(Stored data entries)
================================
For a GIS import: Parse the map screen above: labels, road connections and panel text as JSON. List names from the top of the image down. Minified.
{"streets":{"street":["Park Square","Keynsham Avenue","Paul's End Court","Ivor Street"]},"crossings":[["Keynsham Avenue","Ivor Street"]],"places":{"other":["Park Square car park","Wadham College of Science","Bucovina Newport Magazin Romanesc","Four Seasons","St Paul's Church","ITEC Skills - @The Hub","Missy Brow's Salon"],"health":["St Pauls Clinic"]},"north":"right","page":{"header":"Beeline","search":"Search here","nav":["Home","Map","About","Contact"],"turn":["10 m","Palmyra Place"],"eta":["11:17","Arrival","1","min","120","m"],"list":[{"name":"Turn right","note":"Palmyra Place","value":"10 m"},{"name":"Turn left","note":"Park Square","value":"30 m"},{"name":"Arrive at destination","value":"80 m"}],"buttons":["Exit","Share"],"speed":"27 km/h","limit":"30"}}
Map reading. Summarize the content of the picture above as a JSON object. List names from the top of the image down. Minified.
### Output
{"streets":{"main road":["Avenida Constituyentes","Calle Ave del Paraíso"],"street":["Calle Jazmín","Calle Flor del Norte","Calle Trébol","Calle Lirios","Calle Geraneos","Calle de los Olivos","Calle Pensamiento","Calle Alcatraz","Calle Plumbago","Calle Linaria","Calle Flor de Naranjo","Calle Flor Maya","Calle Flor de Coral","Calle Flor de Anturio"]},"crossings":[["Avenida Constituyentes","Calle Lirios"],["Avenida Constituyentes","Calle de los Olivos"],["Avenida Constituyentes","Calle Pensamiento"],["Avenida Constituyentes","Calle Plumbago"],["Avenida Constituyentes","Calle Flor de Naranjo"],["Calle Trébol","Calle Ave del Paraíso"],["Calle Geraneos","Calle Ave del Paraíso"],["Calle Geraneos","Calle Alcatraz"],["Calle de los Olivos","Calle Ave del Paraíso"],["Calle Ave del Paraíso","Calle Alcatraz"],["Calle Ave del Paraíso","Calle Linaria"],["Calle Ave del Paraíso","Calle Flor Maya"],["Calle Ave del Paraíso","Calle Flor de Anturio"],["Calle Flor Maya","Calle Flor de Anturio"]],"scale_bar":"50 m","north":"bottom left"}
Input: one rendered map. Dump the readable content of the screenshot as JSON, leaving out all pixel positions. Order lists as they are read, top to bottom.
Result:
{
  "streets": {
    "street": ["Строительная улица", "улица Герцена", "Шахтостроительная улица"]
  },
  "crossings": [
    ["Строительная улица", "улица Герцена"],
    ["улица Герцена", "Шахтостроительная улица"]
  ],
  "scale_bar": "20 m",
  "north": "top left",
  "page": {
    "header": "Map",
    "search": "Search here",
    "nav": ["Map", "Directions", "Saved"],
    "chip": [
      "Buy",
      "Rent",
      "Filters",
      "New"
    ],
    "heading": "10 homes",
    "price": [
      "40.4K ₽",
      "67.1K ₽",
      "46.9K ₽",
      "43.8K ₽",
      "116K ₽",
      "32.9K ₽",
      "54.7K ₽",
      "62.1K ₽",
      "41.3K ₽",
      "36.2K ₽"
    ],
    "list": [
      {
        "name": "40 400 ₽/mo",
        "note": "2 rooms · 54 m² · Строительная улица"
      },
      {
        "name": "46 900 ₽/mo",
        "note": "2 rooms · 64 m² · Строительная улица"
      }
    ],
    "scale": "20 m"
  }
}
================================
ASSIGNMENT: Would you set down all the lines above, exactly and in full?

REPLY:
For a GIS import: Parse the map screen above: labels, road connections and panel text as JSON. List names from the top of the image down. Minified.
{"streets":{"street":["Park Square","Keynsham Avenue","Paul's End Court","Ivor Street"]},"crossings":[["Keynsham Avenue","Ivor Street"]],"places":{"other":["Park Square car park","Wadham College of Science","Bucovina Newport Magazin Romanesc","Four Seasons","St Paul's Church","ITEC Skills - @The Hub","Missy Brow's Salon"],"health":["St Pauls Clinic"]},"north":"right","page":{"header":"Beeline","search":"Search here","nav":["Home","Map","About","Contact"],"turn":["10 m","Palmyra Place"],"eta":["11:17","Arrival","1","min","120","m"],"list":[{"name":"Turn right","note":"Palmyra Place","value":"10 m"},{"name":"Turn left","note":"Park Square","value":"30 m"},{"name":"Arrive at destination","value":"80 m"}],"buttons":["Exit","Share"],"speed":"27 km/h","limit":"30"}}
Map reading. Summarize the content of the picture above as a JSON object. List names from the top of the image down. Minified.
### Output
{"streets":{"main road":["Avenida Constituyentes","Calle Ave del Paraíso"],"street":["Calle Jazmín","Calle Flor del Norte","Calle Trébol","Calle Lirios","Calle Geraneos","Calle de los Olivos","Calle Pensamiento","Calle Alcatraz","Calle Plumbago","Calle Linaria","Calle Flor de Naranjo","Calle Flor Maya","Calle Flor de Coral","Calle Flor de Anturio"]},"crossings":[["Avenida Constituyentes","Calle Lirios"],["Avenida Constituyentes","Calle de los Olivos"],["Avenida Constituyentes","Calle Pensamiento"],["Avenida Constituyentes","Calle Plumbago"],["Avenida Constituyentes","Calle Flor de Naranjo"],["Calle Trébol","Calle Ave del Paraíso"],["Calle Geraneos","Calle Ave del Paraíso"],["Calle Geraneos","Calle Alcatraz"],["Calle de los Olivos","Calle Ave del Paraíso"],["Calle Ave del Paraíso","Calle Alcatraz"],["Calle Ave del Paraíso","Calle Linaria"],["Calle Ave del Paraíso","Calle Flor Maya"],["Calle Ave del Paraíso","Calle Flor de Anturio"],["Calle Flor Maya","Calle Flor de Anturio"]],"scale_bar":"50 m","north":"bottom left"}
Input: one rendered map. Dump the readable content of the screenshot as JSON, leaving out all pixel positions. Order lists as they are read, top to bottom.
Result:
{
  "streets": {
    "street": ["Строительная улица", "улица Герцена", "Шахтостроительная улица"]
  },
  "crossings": [
    ["Строительная улица", "улица Герцена"],
    ["улица Герцена", "Шахтостроительная улица"]
  ],
  "scale_bar": "20 m",
  "north": "top left",
  "page": {
    "header": "Map",
    "search": "Search here",
    "nav": ["Map", "Directions", "Saved"],
    "chip": [
      "Buy",
      "Rent",
      "Filters",
      "New"
    ],
    "heading": "10 homes",
    "price": [
      "40.4K ₽",
      "67.1K ₽",
      "46.9K ₽",
      "43.8K ₽",
      "116K ₽",
      "32.9K ₽",
      "54.7K ₽",
      "62.1K ₽",
      "41.3K ₽",
      "36.2K ₽"
    ],
    "list": [
      {
        "name": "40 400 ₽/mo",
        "note": "2 rooms · 54 m² · Строительная улица"
      },
      {
        "name": "46 900 ₽/mo",
        "note": "2 rooms · 64 m² · Строительная улица"
      }
    ],
    "scale": "20 m"
  }
}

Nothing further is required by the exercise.